光と影からの恵み 公演情報 BuzzFestTheater「光と影からの恵み」の観てきた!クチコミとコメント

  • 満足度★★★★★

    登場人物全員が善人であり、それぞれを思い遣る、そんなヒューマンドラマ。自分の大切な人をもっと愛おしくなる。その人のために二度と来ない自分の人生を必死に生きようとする。
    生まれ出悩み…人は生まれた瞬間から死に向かって歩み始める。人は何のために生きるのか。この公演では直接答える訳ではないが、生きていく中で味わう喜怒哀楽が夫婦という絆を通して描かれる。その普遍的なテーマを現実的な人物描写や視覚的表現でしっかり観せる。
    その観せ方、舞台美術、技術(音響、音楽、照明など)が大きな効果を果たしている。
    観劇日は補助席が用意されるほど盛況であり、この劇団・公演の人気のほどがうかがい知れる。
    (上演時間2時間)

    ネタバレBOX

    舞台セット…場内に入った途端、その店内に入ったようで、家族・店に来る人達に混じって自分(観客)も同席しているような心温まる感覚になる。観客に如何に感情移入させるか工夫しているところに好感が持てる。

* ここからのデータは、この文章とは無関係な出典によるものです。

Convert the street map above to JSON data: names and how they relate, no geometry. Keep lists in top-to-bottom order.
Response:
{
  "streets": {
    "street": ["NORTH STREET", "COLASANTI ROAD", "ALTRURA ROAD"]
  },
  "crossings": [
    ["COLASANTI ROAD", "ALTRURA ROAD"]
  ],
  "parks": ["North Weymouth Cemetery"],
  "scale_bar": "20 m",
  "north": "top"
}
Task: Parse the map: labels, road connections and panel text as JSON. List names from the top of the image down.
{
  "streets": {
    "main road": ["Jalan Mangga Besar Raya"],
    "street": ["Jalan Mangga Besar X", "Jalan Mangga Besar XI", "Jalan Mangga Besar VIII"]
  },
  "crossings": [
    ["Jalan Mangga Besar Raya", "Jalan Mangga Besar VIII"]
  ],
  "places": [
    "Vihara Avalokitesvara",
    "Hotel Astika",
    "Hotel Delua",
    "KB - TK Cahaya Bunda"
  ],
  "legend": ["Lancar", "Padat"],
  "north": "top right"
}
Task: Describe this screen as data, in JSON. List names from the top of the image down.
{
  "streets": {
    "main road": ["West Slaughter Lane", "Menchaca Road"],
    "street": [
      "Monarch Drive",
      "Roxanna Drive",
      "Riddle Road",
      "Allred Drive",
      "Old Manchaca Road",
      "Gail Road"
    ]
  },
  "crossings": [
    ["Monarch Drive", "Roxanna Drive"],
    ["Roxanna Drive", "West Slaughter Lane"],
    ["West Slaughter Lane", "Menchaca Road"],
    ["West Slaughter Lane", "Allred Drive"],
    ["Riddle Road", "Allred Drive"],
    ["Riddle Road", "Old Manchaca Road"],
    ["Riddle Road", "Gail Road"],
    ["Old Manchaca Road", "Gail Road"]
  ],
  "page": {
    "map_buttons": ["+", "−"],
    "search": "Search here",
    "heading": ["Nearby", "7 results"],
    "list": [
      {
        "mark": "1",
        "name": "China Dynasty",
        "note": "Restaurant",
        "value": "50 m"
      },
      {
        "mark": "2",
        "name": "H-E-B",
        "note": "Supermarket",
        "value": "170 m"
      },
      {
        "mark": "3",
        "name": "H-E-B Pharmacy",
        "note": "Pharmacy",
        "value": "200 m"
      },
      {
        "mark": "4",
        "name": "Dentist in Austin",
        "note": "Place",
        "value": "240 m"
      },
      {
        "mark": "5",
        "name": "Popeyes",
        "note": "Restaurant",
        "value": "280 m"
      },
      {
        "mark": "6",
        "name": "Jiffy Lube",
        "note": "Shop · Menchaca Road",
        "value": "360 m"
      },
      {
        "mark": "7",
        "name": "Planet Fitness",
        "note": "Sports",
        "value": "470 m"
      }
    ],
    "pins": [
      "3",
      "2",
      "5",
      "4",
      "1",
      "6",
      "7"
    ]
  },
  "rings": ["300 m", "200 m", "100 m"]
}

    舞台は東京にある沖縄料理店。上手側に座敷、下手側にカウンター席、テーブル席が設けられ、カウンター内には沖縄の酒(泡盛)。上部には祭りの時の飾提灯が吊るされている。その点滅が照明効果の役割をしている。それ以外にも沖縄をイメージさせるポスターや品書きを貼るなど、雰囲気作りに力を入れている。

    日常の坦々とした生活に変わらぬ幸せがあるが、それを芝居の中で観せるには色々と工夫が必要で、観客を飽きさせないことが大切。そこに病という死の影を落とし見せ場を作り出す。水面に波紋を…見事な展開である。

    冒頭、赤ん坊を寝かしつけるシーンから始る。主人公・坪内光央(藤馬ゆうやサン)と妻・恵美(上原多香子サン)の娘である。一方、光央の闘病生活は死を強く意識させる。生まれ出悩みのように、生・死を見つめるような対比が見事に描かれる。
    その見せ場が、病魔に侵され咳き込む姿、切ない現実を突きつけるが、同時に背中をさすり介抱する妻。その夫婦の愛情、周囲の人々の温かい思い遣りに人の滋味が感じられ、観客に深い感動を与える。愛情は、時に観るのも辛くなる様なシーン、その現実を引き離す役割を持っていたようだ。さらに沖縄の唄、踊りが精神的な安定をもたらすようにも感じる。もちろん日本各地にも同じように唄・踊りはあるが、独特な…原酒と水割りの違いのような”濃さ”で楽しませてくれる。

    夫婦とは楽しい時(光)だけではなく、悲しい時(影)もある。それを共有し分かち合う、そんな光景が観て取れる秀作。
    次回公演も楽しみにしております。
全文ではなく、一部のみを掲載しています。